Dec 12: FastMail’s MySQL Replication: Multi-Master, Fault Tolerance, Performance. Pick Any Three

This blog post is part of the FastMail 2014 Advent Calendar.

The previous post on 11th December was from our support team. The following post on 13th December is about hosting your own domain with us.

Technical level: medium

For those who prefer watching videos over reading, here’s a talk I gave at Melbourne Perl Mongers in 2011 on FastMail’s open-sourced, custom MySQL replication system.

Most online services store their data within a database, and thanks to the culture of Open Source, these days there are plenty of robust RDBMs to choose from. At FastMail, we use a Percona build of MySQL 5.1 because of their customised tooling and performance patches (If you haven’t heard of Percona, I recommend trying them out). However, even though MySQL 5.1 is a great platform to work with, we do something differently here – we don’t use its built-in replication system and instead opted to roll our own.

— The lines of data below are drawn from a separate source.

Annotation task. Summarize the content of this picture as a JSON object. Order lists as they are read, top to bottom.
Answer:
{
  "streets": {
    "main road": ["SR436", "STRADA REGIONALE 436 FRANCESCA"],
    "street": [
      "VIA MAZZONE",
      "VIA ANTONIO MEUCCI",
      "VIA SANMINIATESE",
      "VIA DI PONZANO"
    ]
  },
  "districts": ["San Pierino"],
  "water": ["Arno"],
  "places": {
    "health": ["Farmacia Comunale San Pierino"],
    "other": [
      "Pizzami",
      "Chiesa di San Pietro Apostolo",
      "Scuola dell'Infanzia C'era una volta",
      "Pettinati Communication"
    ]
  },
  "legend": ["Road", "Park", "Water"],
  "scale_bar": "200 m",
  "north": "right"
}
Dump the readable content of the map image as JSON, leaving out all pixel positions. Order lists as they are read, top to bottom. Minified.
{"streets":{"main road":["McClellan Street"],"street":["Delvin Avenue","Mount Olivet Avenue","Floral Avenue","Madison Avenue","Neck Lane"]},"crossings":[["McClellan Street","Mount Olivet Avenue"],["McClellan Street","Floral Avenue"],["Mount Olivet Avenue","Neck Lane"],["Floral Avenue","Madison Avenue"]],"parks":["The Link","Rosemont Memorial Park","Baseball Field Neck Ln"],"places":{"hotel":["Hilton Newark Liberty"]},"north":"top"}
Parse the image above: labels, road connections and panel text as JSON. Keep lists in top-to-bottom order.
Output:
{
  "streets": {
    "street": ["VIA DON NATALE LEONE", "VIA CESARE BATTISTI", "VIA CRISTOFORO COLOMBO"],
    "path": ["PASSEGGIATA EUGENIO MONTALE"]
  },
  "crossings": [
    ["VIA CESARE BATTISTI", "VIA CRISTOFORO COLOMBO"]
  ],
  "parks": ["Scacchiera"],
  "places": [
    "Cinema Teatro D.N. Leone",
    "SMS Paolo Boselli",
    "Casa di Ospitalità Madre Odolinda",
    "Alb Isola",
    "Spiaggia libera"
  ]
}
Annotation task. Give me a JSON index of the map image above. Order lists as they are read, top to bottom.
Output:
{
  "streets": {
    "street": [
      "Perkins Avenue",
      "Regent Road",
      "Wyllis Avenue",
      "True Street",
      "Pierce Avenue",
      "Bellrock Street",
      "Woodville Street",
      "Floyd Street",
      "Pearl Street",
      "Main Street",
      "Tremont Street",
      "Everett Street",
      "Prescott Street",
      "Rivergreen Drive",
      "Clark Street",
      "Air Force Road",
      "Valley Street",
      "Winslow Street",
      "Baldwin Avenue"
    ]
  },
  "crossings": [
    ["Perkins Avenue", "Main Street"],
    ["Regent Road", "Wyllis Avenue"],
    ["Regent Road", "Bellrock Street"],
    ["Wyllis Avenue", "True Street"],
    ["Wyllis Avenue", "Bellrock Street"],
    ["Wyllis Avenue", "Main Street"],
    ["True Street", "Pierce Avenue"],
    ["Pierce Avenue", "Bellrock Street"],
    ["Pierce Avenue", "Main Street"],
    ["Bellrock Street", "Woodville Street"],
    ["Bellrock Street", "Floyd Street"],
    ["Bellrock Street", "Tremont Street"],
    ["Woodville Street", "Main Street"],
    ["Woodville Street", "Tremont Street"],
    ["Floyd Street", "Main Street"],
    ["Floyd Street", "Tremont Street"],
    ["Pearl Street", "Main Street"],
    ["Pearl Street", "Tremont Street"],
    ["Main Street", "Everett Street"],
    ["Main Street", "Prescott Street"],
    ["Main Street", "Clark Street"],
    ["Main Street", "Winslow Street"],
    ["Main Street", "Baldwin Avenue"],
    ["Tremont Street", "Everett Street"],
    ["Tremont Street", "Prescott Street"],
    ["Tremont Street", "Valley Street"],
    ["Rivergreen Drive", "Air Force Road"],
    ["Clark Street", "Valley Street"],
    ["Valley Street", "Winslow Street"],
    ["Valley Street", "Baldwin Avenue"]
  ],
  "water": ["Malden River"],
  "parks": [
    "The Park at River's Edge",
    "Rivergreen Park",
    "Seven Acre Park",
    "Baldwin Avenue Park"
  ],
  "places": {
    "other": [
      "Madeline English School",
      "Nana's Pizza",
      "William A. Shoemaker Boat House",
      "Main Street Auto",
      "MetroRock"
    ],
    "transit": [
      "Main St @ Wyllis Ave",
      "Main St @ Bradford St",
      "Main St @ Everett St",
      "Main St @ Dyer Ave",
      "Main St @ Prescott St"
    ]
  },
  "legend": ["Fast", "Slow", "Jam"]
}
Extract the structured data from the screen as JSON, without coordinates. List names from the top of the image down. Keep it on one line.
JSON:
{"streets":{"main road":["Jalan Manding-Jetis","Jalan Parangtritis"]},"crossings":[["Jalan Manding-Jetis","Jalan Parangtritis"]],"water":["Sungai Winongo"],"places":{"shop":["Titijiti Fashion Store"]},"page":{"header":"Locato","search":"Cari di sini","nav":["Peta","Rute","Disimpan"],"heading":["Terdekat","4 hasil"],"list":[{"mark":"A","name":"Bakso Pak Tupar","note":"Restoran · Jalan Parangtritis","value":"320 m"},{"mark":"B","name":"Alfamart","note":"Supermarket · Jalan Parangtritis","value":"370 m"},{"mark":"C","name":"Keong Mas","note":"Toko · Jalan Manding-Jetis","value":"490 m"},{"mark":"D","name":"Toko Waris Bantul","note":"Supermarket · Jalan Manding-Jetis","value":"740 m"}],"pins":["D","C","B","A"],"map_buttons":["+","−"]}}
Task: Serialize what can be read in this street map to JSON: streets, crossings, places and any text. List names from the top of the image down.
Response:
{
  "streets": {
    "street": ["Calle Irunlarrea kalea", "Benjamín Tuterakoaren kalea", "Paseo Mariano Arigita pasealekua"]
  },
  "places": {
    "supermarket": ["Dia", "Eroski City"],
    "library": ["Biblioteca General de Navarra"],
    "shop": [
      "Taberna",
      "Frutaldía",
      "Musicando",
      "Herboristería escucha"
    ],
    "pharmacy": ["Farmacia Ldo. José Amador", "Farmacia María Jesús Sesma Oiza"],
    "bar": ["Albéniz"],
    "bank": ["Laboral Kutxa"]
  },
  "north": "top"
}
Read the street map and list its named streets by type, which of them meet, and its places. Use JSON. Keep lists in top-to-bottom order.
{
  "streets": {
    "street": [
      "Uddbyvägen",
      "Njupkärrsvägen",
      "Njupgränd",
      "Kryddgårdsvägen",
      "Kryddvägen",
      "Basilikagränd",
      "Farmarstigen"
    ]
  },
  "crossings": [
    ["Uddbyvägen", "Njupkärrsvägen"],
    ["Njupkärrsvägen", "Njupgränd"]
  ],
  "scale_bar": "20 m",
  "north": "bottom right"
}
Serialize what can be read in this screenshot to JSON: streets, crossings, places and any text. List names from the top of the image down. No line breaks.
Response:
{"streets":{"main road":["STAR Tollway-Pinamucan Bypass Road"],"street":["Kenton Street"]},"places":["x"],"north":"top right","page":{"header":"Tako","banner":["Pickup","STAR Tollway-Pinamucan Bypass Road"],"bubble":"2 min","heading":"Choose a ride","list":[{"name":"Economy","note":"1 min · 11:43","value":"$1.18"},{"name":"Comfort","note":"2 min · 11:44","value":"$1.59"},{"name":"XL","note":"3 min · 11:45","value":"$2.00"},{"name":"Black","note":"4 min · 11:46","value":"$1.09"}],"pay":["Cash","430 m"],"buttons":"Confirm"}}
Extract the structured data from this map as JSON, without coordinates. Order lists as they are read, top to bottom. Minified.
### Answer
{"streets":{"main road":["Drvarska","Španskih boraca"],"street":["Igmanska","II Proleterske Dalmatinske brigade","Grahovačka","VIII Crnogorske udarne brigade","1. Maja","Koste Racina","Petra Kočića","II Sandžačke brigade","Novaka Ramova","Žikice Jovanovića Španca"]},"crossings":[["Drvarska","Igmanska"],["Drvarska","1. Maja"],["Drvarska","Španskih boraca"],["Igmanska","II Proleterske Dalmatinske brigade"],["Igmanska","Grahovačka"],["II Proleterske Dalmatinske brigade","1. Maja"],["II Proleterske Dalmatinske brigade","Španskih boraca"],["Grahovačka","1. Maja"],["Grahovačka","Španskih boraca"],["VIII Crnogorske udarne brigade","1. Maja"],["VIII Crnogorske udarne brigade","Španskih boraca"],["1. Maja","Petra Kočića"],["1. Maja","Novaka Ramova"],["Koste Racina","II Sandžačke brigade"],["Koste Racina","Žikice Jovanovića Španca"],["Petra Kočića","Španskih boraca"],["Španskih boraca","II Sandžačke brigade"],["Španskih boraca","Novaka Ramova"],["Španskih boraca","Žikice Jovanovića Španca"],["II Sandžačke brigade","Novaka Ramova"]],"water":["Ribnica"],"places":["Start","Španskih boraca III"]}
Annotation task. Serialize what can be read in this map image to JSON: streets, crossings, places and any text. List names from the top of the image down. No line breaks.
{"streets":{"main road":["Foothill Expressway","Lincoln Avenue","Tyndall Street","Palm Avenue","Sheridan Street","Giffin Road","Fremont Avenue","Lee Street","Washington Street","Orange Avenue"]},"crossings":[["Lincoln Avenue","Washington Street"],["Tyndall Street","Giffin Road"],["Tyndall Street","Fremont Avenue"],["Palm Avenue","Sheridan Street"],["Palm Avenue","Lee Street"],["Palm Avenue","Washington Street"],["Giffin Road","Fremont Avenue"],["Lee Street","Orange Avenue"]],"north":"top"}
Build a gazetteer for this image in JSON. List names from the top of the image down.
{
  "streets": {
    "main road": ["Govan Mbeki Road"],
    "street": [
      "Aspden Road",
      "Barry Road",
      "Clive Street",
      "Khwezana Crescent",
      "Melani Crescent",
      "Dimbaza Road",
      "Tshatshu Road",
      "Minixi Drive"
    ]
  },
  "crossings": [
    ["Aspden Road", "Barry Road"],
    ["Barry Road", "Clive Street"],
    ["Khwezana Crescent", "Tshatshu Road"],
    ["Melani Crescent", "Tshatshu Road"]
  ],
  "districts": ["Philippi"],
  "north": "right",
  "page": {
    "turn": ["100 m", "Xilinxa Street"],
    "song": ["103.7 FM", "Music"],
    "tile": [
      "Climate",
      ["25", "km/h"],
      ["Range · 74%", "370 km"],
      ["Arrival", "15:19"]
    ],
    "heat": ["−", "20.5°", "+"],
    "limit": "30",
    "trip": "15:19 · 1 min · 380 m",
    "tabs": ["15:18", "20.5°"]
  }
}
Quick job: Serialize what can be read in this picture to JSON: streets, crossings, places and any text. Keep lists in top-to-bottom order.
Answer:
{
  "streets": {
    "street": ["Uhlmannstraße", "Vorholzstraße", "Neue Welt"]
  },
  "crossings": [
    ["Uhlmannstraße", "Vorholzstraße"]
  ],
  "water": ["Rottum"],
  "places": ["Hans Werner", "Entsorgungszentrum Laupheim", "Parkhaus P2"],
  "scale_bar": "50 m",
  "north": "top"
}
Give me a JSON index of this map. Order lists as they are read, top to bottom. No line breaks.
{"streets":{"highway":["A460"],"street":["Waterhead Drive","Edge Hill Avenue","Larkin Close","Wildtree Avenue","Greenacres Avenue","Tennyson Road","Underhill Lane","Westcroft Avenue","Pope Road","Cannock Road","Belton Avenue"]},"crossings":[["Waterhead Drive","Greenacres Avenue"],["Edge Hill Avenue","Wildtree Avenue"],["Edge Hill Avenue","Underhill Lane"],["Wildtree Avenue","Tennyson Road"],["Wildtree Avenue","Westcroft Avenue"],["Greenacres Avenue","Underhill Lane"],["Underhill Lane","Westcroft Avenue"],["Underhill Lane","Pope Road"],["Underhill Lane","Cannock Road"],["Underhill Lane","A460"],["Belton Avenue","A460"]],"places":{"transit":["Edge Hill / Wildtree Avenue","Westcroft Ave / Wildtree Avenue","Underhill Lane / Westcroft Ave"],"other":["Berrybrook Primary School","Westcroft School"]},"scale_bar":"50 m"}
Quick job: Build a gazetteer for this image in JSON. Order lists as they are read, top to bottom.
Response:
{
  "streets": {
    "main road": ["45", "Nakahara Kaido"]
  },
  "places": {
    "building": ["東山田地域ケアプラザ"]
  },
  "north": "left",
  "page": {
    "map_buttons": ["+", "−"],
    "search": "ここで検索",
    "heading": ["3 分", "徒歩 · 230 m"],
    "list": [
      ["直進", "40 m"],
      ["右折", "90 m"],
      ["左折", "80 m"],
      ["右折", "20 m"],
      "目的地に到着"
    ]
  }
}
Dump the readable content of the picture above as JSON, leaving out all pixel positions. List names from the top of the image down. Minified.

First, what’s the problem with running an online service on a single database? The most important reason against this is the lack of redundancy. If your database catches on fire or as what happens more often the oom-killer chooses to zap your database server as it’s usually the biggest memory hog on a machine, none of your applications can continue without their needed data and so your service is taken offline. By using multiple databases, when a single database server is downed, your applications still have the others to chose from and connect to.

Another reason against using a single database for your online service is degraded performance – as more and more applications connect and perform work, your database’s server load increases. Once a server can’t take the requested load any longer, you’re left with query timeout responses and even refused connections, which again takes your service offline. By using multiple database servers, you can tell your applications to spread their load across the database farm thus reducing the work a single database server has to cope with, while gaining an upshot in performance for free across the board.

Clearly the best practice is to have multiple databases, but why re-invent the wheel? Mention replication to a veteran database admin and then prepare yourself a nice cup of hot chocolate while they tell your horror stores from the past as if you’re sitting around a camp fire. We needed to re-invent the wheel because there are a few fundamental issues with MySQL’s built-in replication system.

When you’re working with multiple databases and problems arise in your replication network, your service can grind to a halt and possibly take you offline until every one of your database servers back up and replicating happily again. We never wanted to be put in a situation like this and so wanted the database replication network itself to be redundant. By design, MySQL’s built-in replication system couldn’t give us that.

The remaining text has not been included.